Step (3) — the load-bearing one — is CONFIRMED: an anchorless SELECT … WHERE { GRAPH ?g { ?s ?p ?o } } returns triples from BOTH docs A and B (the local union of the opened graphs). That is the entire premise the listing path relies on.

Step (4) has a nuance worth recording, and it is exactly why the read path uses a default-graph body, not an explicit GRAPH ?g one: with an explicit GRAPH ?g { … } body, passing anchor = A would not restrict the result to A (B still appears). The reason: the anchor sets the query's default graph, but a GRAPH ?g pattern iterates over the named graphs regardless of the default graph — so an explicit GRAPH ?g body spans every opened graph independently of the anchor. The anchor's "one repo" restriction is observable only for a body that reads the default graph (no GRAPH wrapper). That is precisely why the per-doc read in read-model.ts uses the anchored default-graph body SELECT ?s ?p ?o WHERE { ?s ?p ?o }: the anchor makes that one repo the default graph, so the read is bounded to it — O(1) per doc, independent of wallet size — and never iterates the other named graphs. (A repo absent from self.repos throws RepoNotFound and is skipped per-doc, see the VERIFIED note above — the read cannot sync an unknown repo.)
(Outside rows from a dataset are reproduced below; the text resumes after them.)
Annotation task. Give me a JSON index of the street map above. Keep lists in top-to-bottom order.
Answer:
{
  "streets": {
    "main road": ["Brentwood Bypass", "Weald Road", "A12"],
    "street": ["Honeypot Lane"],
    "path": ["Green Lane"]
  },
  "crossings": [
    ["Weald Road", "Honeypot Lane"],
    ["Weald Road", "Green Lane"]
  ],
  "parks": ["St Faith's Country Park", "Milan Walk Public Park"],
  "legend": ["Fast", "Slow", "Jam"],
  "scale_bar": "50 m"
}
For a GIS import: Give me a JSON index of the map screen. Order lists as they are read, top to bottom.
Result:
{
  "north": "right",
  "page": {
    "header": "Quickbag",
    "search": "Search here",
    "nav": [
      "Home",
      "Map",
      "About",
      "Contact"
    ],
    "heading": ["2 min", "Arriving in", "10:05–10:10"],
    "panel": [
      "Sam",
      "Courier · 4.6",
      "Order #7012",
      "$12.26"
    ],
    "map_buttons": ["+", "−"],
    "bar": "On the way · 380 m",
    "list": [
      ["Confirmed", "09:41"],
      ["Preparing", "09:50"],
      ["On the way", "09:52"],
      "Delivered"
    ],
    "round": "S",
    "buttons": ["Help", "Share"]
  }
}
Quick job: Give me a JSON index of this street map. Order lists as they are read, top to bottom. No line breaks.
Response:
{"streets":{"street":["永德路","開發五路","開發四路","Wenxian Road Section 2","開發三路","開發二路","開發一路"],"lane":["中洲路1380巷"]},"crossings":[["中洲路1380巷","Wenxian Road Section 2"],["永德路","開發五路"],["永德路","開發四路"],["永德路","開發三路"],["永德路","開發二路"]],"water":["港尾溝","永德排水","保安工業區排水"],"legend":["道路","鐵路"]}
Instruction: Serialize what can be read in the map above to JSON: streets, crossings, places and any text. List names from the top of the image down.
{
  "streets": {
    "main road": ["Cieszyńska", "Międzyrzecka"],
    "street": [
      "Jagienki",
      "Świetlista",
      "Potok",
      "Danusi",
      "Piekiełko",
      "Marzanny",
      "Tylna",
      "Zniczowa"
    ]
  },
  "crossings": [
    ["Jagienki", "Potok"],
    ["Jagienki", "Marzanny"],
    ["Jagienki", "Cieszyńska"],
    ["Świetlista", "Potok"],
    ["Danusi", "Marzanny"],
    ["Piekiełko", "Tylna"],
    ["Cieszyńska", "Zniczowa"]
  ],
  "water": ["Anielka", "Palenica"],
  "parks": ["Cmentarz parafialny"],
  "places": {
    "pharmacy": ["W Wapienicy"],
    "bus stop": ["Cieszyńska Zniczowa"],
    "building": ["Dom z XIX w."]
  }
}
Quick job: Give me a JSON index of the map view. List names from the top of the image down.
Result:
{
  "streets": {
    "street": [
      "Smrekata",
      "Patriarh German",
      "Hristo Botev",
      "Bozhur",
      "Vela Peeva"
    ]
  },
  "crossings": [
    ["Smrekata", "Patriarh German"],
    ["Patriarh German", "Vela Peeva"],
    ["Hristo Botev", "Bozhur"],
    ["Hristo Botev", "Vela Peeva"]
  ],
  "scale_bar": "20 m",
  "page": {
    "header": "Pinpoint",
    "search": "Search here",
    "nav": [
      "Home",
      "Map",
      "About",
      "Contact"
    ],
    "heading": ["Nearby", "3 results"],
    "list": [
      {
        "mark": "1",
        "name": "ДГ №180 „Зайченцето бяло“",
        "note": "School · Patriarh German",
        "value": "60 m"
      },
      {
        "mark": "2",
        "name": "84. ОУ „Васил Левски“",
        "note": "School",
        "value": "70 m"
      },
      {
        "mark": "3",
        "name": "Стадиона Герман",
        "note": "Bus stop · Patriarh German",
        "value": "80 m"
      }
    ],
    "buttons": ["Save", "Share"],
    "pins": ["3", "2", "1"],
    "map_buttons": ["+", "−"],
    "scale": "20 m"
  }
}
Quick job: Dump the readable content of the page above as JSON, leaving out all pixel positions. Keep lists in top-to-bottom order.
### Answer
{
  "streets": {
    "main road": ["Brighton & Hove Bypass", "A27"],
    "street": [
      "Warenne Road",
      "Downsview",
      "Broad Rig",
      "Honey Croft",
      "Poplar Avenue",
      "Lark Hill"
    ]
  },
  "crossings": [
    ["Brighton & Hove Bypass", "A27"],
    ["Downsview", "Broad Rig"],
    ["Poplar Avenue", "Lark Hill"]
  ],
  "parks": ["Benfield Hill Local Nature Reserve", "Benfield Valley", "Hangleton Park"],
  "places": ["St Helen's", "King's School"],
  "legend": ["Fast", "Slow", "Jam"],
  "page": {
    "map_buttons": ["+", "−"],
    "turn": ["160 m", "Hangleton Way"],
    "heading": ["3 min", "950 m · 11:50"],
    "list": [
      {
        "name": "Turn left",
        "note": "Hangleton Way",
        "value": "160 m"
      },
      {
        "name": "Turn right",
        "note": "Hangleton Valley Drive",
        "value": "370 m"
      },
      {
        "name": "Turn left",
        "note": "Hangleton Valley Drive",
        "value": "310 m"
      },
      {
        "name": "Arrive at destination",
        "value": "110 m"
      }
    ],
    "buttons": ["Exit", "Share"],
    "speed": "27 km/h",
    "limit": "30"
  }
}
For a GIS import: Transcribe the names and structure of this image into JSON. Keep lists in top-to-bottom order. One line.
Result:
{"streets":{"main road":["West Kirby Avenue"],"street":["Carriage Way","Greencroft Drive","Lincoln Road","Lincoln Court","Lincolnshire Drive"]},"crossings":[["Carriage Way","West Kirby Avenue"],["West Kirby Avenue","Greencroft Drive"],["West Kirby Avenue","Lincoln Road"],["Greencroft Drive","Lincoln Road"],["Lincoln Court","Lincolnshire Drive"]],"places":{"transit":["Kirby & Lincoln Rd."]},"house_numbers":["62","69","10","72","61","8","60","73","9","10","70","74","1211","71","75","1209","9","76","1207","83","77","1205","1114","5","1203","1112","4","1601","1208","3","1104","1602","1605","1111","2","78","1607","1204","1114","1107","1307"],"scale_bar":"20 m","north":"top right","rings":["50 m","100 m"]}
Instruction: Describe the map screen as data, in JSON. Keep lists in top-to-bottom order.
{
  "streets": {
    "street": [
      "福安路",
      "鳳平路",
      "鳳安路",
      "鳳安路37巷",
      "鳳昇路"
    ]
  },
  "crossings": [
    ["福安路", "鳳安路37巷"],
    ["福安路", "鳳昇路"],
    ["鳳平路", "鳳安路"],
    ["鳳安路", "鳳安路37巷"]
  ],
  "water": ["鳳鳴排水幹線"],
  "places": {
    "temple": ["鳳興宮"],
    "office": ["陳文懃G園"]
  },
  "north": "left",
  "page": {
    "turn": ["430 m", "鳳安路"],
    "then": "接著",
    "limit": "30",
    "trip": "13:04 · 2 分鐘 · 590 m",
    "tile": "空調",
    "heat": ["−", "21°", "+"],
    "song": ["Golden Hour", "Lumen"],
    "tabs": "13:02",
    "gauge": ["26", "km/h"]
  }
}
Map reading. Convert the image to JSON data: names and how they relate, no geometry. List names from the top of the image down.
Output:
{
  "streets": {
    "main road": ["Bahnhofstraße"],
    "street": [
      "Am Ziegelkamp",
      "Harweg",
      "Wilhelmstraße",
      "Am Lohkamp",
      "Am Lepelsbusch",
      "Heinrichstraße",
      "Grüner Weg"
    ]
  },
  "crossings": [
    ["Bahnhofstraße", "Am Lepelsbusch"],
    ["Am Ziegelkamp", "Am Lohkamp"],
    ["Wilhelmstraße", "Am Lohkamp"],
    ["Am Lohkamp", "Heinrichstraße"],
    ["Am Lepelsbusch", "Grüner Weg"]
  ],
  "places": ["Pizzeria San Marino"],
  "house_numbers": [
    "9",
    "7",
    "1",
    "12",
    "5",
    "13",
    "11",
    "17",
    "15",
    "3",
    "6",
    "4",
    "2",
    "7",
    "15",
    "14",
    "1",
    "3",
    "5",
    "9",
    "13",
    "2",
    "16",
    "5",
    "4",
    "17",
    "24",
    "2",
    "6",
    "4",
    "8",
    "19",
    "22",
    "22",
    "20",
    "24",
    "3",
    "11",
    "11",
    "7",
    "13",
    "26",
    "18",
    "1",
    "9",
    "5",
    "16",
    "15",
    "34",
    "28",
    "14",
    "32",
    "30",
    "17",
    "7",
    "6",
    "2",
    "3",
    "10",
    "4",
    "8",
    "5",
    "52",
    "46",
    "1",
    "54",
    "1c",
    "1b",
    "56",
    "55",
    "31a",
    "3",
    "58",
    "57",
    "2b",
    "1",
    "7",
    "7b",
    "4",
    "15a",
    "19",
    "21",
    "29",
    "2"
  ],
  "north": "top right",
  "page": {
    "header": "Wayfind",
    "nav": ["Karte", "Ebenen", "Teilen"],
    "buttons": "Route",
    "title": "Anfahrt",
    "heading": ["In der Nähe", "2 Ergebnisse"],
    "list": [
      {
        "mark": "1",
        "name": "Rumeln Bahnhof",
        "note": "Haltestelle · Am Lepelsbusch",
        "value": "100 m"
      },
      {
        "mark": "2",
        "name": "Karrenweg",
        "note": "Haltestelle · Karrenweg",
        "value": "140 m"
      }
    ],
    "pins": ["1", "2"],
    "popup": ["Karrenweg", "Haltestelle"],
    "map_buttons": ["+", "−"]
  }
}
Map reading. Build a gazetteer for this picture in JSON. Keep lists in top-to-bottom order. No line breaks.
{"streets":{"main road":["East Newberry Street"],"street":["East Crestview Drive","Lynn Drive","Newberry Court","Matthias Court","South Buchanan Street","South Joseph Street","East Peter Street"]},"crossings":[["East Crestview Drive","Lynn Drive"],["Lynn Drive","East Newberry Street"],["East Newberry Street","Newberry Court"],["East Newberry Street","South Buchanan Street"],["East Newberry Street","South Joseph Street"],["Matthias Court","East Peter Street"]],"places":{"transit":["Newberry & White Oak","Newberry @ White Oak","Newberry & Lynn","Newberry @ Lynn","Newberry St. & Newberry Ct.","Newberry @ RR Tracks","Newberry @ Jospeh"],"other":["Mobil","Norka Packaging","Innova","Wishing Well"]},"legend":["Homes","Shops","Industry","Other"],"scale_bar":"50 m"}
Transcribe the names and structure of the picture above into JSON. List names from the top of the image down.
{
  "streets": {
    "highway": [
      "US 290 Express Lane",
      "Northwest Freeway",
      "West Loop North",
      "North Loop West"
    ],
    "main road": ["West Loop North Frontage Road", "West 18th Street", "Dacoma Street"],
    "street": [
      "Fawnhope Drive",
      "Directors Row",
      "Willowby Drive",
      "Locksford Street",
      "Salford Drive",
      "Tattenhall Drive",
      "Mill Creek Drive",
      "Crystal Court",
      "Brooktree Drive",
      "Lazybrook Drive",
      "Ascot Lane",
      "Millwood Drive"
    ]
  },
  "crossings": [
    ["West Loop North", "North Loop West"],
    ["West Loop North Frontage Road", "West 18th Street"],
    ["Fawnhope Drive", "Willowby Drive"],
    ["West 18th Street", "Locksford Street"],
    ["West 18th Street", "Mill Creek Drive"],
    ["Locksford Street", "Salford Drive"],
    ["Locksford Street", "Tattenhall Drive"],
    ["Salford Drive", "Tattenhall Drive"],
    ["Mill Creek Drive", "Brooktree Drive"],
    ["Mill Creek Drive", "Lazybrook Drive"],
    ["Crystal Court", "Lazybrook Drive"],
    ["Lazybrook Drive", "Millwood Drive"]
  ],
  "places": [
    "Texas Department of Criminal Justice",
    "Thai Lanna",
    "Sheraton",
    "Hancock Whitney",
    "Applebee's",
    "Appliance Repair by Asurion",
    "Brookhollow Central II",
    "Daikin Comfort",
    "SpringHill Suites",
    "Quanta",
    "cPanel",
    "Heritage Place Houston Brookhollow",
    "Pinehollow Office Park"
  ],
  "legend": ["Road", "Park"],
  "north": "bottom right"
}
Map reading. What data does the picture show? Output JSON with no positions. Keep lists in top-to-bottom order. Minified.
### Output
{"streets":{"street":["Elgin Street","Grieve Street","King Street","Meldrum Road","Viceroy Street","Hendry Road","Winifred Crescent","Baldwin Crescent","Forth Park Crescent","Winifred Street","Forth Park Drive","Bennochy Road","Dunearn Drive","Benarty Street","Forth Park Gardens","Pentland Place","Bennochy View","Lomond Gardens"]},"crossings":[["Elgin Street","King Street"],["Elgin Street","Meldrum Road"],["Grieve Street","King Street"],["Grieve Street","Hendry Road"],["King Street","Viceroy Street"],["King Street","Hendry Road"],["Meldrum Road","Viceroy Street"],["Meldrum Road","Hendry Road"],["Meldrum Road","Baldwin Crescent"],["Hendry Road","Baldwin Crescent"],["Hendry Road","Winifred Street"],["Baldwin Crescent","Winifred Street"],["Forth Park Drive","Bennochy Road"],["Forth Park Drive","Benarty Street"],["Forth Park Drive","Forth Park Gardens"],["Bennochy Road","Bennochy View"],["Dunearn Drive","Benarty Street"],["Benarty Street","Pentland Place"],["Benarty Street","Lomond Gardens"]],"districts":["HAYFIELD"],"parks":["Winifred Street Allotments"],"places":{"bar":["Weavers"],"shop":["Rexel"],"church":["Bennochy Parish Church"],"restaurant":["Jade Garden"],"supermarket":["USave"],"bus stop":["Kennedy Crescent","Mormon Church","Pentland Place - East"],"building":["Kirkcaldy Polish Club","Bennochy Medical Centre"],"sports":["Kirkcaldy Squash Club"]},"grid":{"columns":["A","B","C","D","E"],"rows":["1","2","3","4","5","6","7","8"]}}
Implementation — read-model.ts

readModel.readUnion(docs) implements this: for each requested doc NURI (the bounded by-need set), run — in parallel, tolerant per-doc (a doc that fails is skipped, never aborting the batch like the ORM fan-out would) — one anchored SELECT ?s ?p ?o WHERE { ?s ?p ?o } with anchor = docNuri. The anchor restricts the query to that doc's graph (default graph), so it returns only that doc's triples, O(1) per doc, independent of wallet size. There is no anchorless union-scan. Each entity's subject IRI is its own document NURI, so the subject is the anchor doc NURI; the result is grouped per subject (keeping the UnionSubject[] shape: subject, graph, props). A ReadCap gate drops any doc the current user may not read (defence-in-depth). The consumer application maps the result to its types (e.g. its own readEntities). Reactivity = the consumer application re-calls readUnion on its change signal (no reactive union query exists).

The name readUnion / UnionSubject is historical (it once ran a union query). The read is now per-doc anchored, bounded to the read-set — the "union" is only the logical concatenation of the per-doc results, never an anchorless graph scan.